こちとら風情で食ってるんでえ

食い倒れの関西、食い物をめぐるスキャンダルやら騒動やらも関西の方が賑やかな感じがします。今回の阪急・阪神ホテルの偽装表示疑惑で、懐かしの船場吉兆を久しぶりに思い出しました。あの雪印騒動も考えてみたら関西発だったんです。こうゆう事件が起きると世間では怒りのコメントばかりが出て参りますが、どうも小生はそんな感じにはなりません。元々そんな高級店とは無縁なせいもありますが、むしろ、食い物なんてのは初めから風情半分の世界だとタカをくくっているからなんです。おーおー!てあんでえ!こちとら風情で食ってるんでえ!毒入りや正体不明の食い物でも出されたワケでもあるまいし、何をそんなに…という心です。例えばギンムツという魚が分類上ムツの仲間じゃないからとか言って魚屋を糾弾いていたバカもいましたが、こうゆうネーミングは基本的に食感の類似性から生まれたもので、いわば風情の話なんです。蕎麦屋の鴨南蛮だってキジ丼だってインチキに相違ありませんが、それで何かあるという話にもなりません。どうせ偽装疑惑で怒っている人に限って、やっぱりホンモノは違うざあます!とか言って食ってたんです。
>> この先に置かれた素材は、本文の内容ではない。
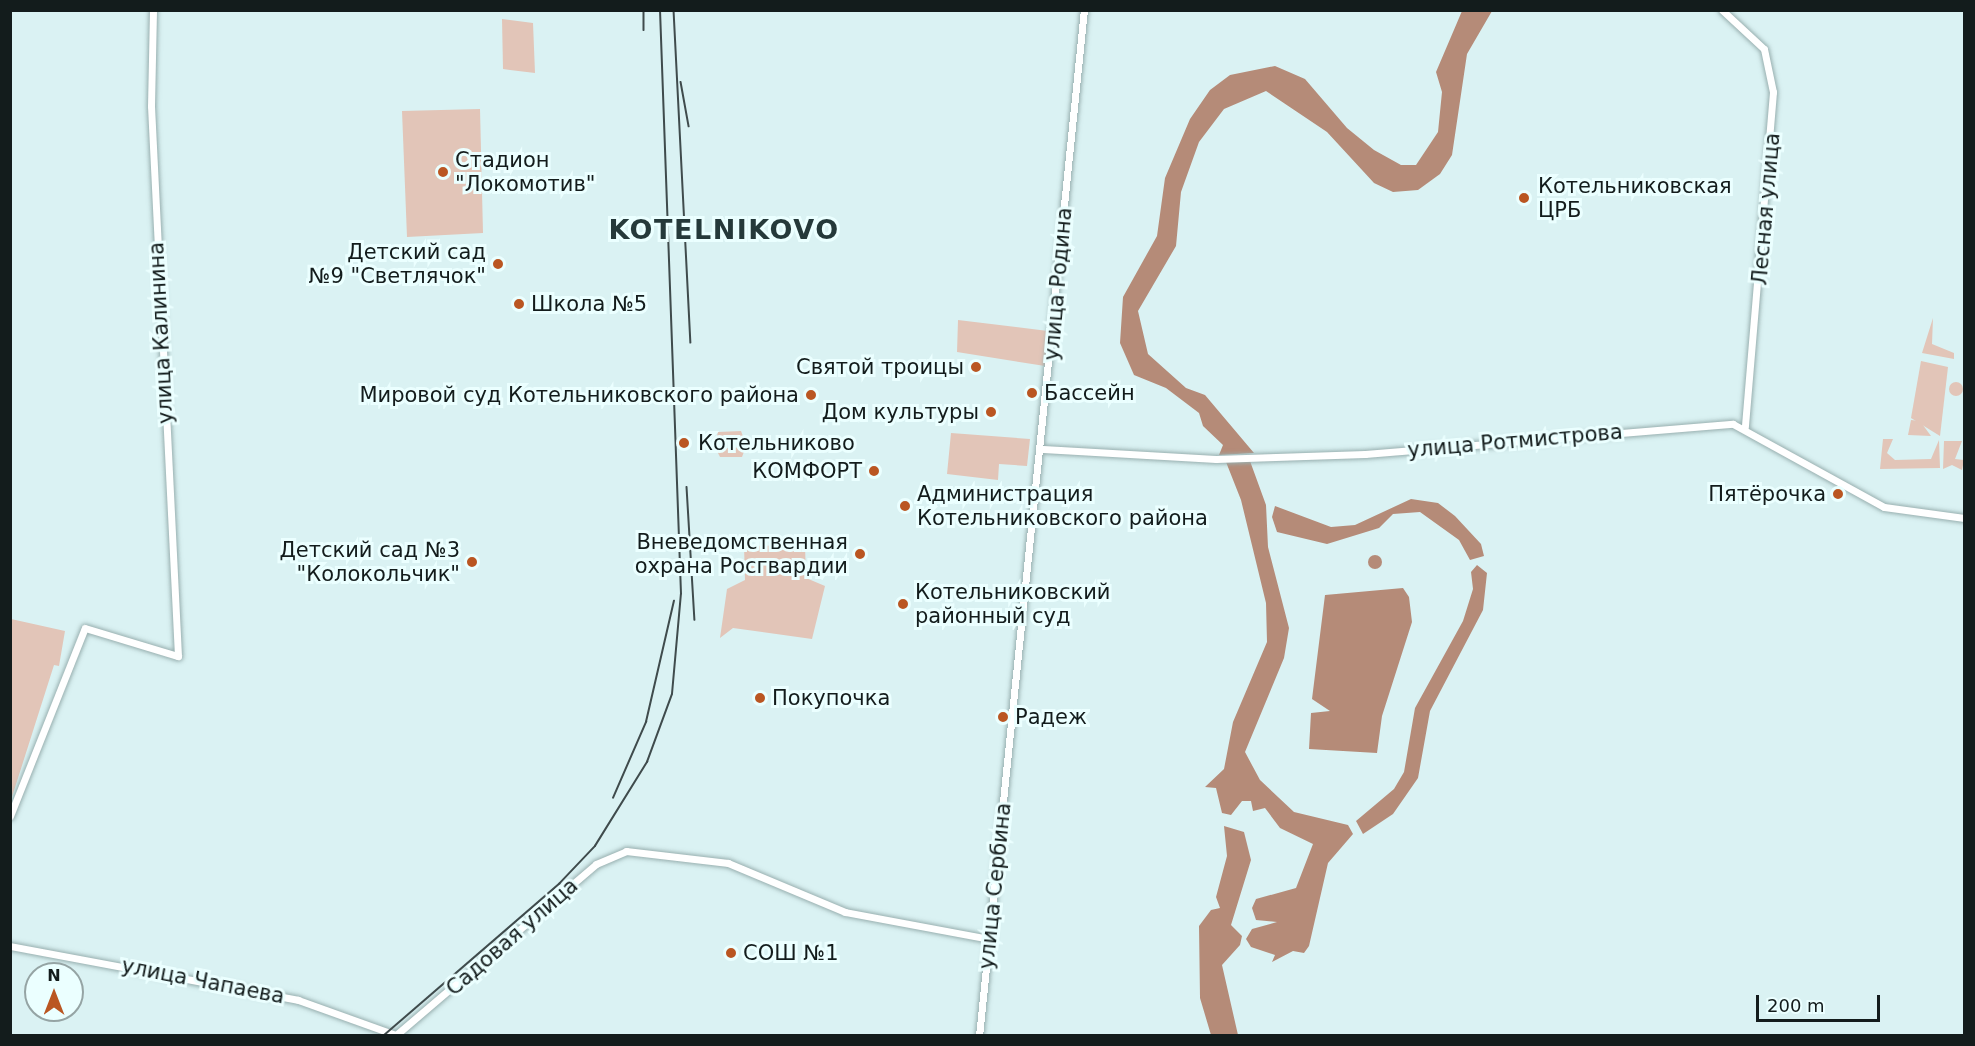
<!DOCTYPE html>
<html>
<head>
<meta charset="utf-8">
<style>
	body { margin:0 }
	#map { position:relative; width:1975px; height:1046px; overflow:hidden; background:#daf2f3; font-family:"DejaVu Sans",sans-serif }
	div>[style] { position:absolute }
	.green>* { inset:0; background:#e2c5b8 }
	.round { border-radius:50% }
	.water>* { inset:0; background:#b58b78 }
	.roads { filter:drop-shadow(0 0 2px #98afaf) drop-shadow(0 0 2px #98afaf) }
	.secondary>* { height:7px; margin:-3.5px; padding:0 3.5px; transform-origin:3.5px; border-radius:3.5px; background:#fff }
	.rail>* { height:1.5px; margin:-0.75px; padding:0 0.75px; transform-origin:0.75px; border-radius:0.75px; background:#3f4b4c }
	.dots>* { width:16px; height:16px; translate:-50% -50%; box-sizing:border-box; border:3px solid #ebffff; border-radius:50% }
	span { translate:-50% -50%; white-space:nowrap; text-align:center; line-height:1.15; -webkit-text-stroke:6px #ebffff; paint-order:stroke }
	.poi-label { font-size:21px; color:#131c1c }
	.left { translate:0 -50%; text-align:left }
	.right { translate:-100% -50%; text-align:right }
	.street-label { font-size:21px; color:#131c1c }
	.district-label { font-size:27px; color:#25393a; font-weight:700; letter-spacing:1.5px }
	.frame { position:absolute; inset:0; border:12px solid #131c1c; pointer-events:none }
	.north { position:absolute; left:24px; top:962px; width:60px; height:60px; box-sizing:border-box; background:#ebffff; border:2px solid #95a4a4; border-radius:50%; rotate:0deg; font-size:16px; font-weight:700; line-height:24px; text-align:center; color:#131c1c }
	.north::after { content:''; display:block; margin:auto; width:21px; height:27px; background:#ba5622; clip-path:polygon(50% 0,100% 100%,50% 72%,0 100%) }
	.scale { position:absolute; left:1756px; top:995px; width:124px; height:27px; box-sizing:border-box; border:3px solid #131c1c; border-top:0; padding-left:8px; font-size:18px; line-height:21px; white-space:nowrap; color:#131c1c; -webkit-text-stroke:4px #ebffff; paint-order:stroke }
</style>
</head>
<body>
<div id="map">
	<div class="green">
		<i style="clip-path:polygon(502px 19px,533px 23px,535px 73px,503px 69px)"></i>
		<i style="clip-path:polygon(480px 109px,483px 233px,407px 237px,402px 111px)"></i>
		<i style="clip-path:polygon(1933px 318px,1932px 344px,1954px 353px,1954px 359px,1922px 353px)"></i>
		<i style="clip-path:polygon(958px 320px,1048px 331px,1045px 366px,957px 352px)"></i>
		<i style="clip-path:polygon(1921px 361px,1948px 367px,1940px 436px,1911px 418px)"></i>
		<i class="round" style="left:1949px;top:382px;width:14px;height:14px"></i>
		<i style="clip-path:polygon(1911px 420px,1920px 421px,1931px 436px,1908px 435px)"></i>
		<i style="clip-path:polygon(741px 431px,744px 439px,716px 440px,718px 432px)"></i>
		<i style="clip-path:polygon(951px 433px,1030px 439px,1027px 466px,999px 464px,998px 480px,947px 474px)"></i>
		<i style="clip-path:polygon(1883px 439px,1893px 439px,1887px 453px,1895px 460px,1931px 459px,1939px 440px,1940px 468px,1880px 469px)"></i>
		<i style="clip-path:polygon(1944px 441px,1962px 441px,1955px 459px,1964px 460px,1962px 470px,1952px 465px,1943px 469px)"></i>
		<i style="clip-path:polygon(716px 449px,744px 447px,745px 449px,742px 457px,720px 457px)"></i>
		<i style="clip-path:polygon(805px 545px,806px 578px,825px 586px,812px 639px,733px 628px,720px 638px,727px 589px,745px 580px,744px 546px)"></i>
		<i style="clip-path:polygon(11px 619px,65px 631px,59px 666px,54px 665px,11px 800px)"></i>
	</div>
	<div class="water">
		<i style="clip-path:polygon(1462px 11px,1492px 11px,1467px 54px,1452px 155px,1440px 174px,1418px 190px,1393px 192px,1374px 183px,1327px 132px,1266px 91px,1224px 109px,1199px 142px,1181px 192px,1176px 246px,1138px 311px,1148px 354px,1186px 388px,1205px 395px,1254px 453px,1219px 455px,1223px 445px,1203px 426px,1199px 413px,1166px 388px,1134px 375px,1120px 343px,1123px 297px,1157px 236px,1165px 178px,1190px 119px,1210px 90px,1230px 75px,1275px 66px,1305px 79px,1347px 128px,1374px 150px,1401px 165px,1416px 165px,1438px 132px,1442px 92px,1436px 72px)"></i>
		<i style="clip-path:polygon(1250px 461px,1266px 505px,1268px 547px,1289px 628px,1284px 658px,1245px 752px,1260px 780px,1294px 812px,1348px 825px,1353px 834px,1328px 863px,1309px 946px,1304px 953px,1293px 951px,1272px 962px,1275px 955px,1251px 947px,1246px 939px,1252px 929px,1277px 922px,1256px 920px,1252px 908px,1256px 899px,1296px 888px,1313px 844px,1280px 828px,1265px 808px,1253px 811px,1251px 801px,1242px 801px,1231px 815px,1222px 813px,1216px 788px,1205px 787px,1224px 769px,1233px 722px,1267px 642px,1266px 603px,1241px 500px,1226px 462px)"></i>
		<i style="clip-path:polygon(1411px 499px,1438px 503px,1455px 516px,1481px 544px,1484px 556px,1470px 560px,1459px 540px,1420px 512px,1393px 514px,1379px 528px,1327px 544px,1277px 532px,1272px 517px,1275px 506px,1331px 527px,1355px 525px)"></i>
		<i class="round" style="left:1368px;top:555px;width:14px;height:14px"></i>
		<i style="clip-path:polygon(1477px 565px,1487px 573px,1483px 610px,1430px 711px,1418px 778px,1393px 814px,1363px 834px,1356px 821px,1394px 789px,1404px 772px,1415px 708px,1463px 621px,1473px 589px,1471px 572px)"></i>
		<i style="clip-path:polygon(1403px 588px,1409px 597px,1412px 622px,1382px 716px,1377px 753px,1309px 749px,1311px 713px,1330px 711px,1312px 699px,1325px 595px)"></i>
		<i style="clip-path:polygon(1224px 826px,1244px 832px,1251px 860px,1231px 925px,1242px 936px,1240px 945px,1222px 965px,1238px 1035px,1211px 1035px,1200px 998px,1199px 926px,1211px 910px,1220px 908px,1216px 897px,1227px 856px)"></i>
	</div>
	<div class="roads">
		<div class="secondary">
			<i style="left:1722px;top:10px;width:57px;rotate:42.9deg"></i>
			<i style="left:1764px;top:49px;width:44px;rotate:78.2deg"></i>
			<i style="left:1773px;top:92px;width:336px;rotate:94.8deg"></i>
			<i style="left:1043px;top:449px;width:173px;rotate:3.3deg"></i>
			<i style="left:1216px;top:459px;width:149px;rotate:-1.9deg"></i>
			<i style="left:1365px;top:454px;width:369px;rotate:-4.7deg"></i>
			<i style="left:1733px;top:424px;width:172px;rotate:28.8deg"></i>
			<i style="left:1884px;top:507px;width:81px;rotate:7.8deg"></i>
			<i style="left:10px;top:816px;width:202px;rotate:-68.3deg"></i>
			<i style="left:85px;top:628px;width:97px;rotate:16.8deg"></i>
			<i style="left:178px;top:656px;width:551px;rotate:-92.81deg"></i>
			<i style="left:151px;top:106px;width:96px;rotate:-88.8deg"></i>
			<i style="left:10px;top:946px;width:293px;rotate:10.6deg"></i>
			<i style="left:298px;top:1000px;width:104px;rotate:19.7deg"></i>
			<i style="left:396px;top:1035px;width:263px;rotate:-40.5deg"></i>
			<i style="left:596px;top:864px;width:33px;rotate:-23deg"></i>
			<i style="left:626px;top:851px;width:103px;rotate:6.7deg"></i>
			<i style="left:728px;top:863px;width:127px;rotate:22.7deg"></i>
			<i style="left:845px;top:912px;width:147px;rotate:10.6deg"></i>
			<i style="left:979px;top:1036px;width:1031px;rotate:-84.16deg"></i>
		</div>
	</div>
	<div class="rail">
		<i style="left:644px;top:10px;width:20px;rotate:90deg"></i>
		<i style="left:674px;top:10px;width:333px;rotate:87.1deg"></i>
		<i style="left:681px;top:82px;width:45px;rotate:79.7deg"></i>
		<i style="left:687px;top:487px;width:133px;rotate:86.6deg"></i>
		<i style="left:613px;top:798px;width:83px;rotate:-66.5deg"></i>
		<i style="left:646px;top:722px;width:124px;rotate:-77deg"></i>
		<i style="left:383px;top:1036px;width:233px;rotate:-40.8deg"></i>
		<i style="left:559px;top:884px;width:52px;rotate:-46.5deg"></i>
		<i style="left:595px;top:846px;width:99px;rotate:-58.2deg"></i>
		<i style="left:647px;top:762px;width:72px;rotate:-69.8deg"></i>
		<i style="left:672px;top:694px;width:100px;rotate:-84.9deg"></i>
		<i style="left:681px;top:594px;width:584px;rotate:-92.06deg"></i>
	</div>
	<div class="dots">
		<i style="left:443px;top:172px;background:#ba5622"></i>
		<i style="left:1524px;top:198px;background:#ba5622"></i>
		<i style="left:498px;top:264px;background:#ba5622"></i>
		<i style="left:519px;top:304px;background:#ba5622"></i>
		<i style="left:976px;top:367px;background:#ba5622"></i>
		<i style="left:1032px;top:393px;background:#ba5622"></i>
		<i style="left:811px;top:395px;background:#ba5622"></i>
		<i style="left:991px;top:412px;background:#ba5622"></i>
		<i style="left:684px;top:443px;background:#ba5622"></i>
		<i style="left:874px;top:471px;background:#ba5622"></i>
		<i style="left:1838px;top:494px;background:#ba5622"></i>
		<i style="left:905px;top:506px;background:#ba5622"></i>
		<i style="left:860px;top:554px;background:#ba5622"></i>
		<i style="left:472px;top:562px;background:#ba5622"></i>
		<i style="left:903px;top:604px;background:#ba5622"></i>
		<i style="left:760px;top:698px;background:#ba5622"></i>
		<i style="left:1003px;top:717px;background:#ba5622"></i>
		<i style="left:731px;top:953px;background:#ba5622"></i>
	</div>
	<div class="poi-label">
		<span class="left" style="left:455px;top:172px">Стадион<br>"Локомотив"</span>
		<span class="left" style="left:1538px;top:198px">Котельниковская<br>ЦРБ</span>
		<span class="right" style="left:486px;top:264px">Детский сад<br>№9 "Светлячок"</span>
		<span class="left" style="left:531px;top:304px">Школа №5</span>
		<span class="right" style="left:964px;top:367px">Святой троицы</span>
		<span class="left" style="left:1044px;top:393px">Бассейн</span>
		<span class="right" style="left:799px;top:395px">Мировой суд Котельниковского района</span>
		<span class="right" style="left:979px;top:412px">Дом культуры</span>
		<span class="left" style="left:698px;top:443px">Котельниково</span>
		<span class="right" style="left:862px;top:471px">КОМФОРТ</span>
		<span class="left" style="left:917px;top:506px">Администрация<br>Котельниковского района</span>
		<span class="right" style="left:1826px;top:494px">Пятёрочка</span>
		<span class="right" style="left:848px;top:554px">Вневедомственная<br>охрана Росгвардии</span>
		<span class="right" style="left:460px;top:562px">Детский сад №3<br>"Колокольчик"</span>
		<span class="left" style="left:915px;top:604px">Котельниковский<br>районный суд</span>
		<span class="left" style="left:772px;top:698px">Покупочка</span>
		<span class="left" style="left:1015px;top:717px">Радеж</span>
		<span class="left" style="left:743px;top:953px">СОШ №1</span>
	</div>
	<div class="street-label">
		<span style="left:1766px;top:209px;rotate:-85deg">Лесная улица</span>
		<span style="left:1058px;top:284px;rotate:-85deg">улица Родина</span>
		<span style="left:161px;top:333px;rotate:-93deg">улица Калинина</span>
		<span style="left:1515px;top:441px;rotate:-5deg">улица Ротмистрова</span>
		<span style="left:995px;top:886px;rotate:-84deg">улица Сербина</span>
		<span style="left:512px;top:937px;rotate:-41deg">Садовая улица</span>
		<span style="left:203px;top:981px;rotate:11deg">улица Чапаева</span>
	</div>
	<div class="district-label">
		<span style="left:724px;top:230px">KOTELNIKOVO</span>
	</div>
	<div class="frame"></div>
	<div class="north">N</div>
	<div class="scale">200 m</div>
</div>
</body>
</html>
所詮は風情、そこで金返せというのは野暮で卑しくて、さもしくて貧乏臭い景色だと感じてしまいます。咄家の志ん生さんの川柳にも…鯛飯は鱈だと聞いてマズくなり…なんてのもあります。ウグイスパンにだってウグイス入ってない
でしょ!もちろん今回のケースみたいに高級店でインチキ料理を出しておいて高い料金を取るというのがイケナイというご意見も成り立ちますが、そうゆうところに行くお客にとっての代金は小生にとっての鯛飯代と同じようなもんになるワケで、風情で食ってる限り事情は同じです。食ってマイウ〜なら少なくとも小生にはモウマンタイ=無問題なんであります。それにしても人間の記憶システムには独特の動きがあるようで、普段は忘却の彼方で眠っているような意外なキーワードがガバチョと飛び出して参ります。今回は思い出して自分でもビックラこいたのは、「南野農園」でした。あれは何年くらい昔の話だったでしょうねえ。確か菅さんが厚生大臣だったときです。南野農園といえばカイワレが日本全国のお店から姿を消したあのときに、食中毒の火元といわれた会社です。あの会社、いったいどうなったのでしょうか。そもそもそれ以前に食中毒の原因がカイワレだったという話には本当に根拠があったのでしょうか。思い出せば思い出すほど、モヤモヤして参ります。カイワレ事件、小生の記憶のなかでは、代表的なウヤムヤ事件の一つになっています。あのときは駅
前の激辛ラーメンに乗っていたカイワレが見事に超細切りネギに変わっていました。そういえば近くのスーパーに行ってカイワレを密かに売ってくれまいか?と面白半分に打診してみたら、段ボール一箱20円でいいよ!ということになり、馬鹿デカい箱を3つも抱えて商店街を通り抜けた思い出があります。しかしカイワレというヤツは食い方を工夫してもそう食えるもんじゃありませんでした。いや、だいたい食い方に工夫なんかできないシロモノでした。あのカイワレのない季節、すっかり忘れておりました。あれは一体何だったんでしょう。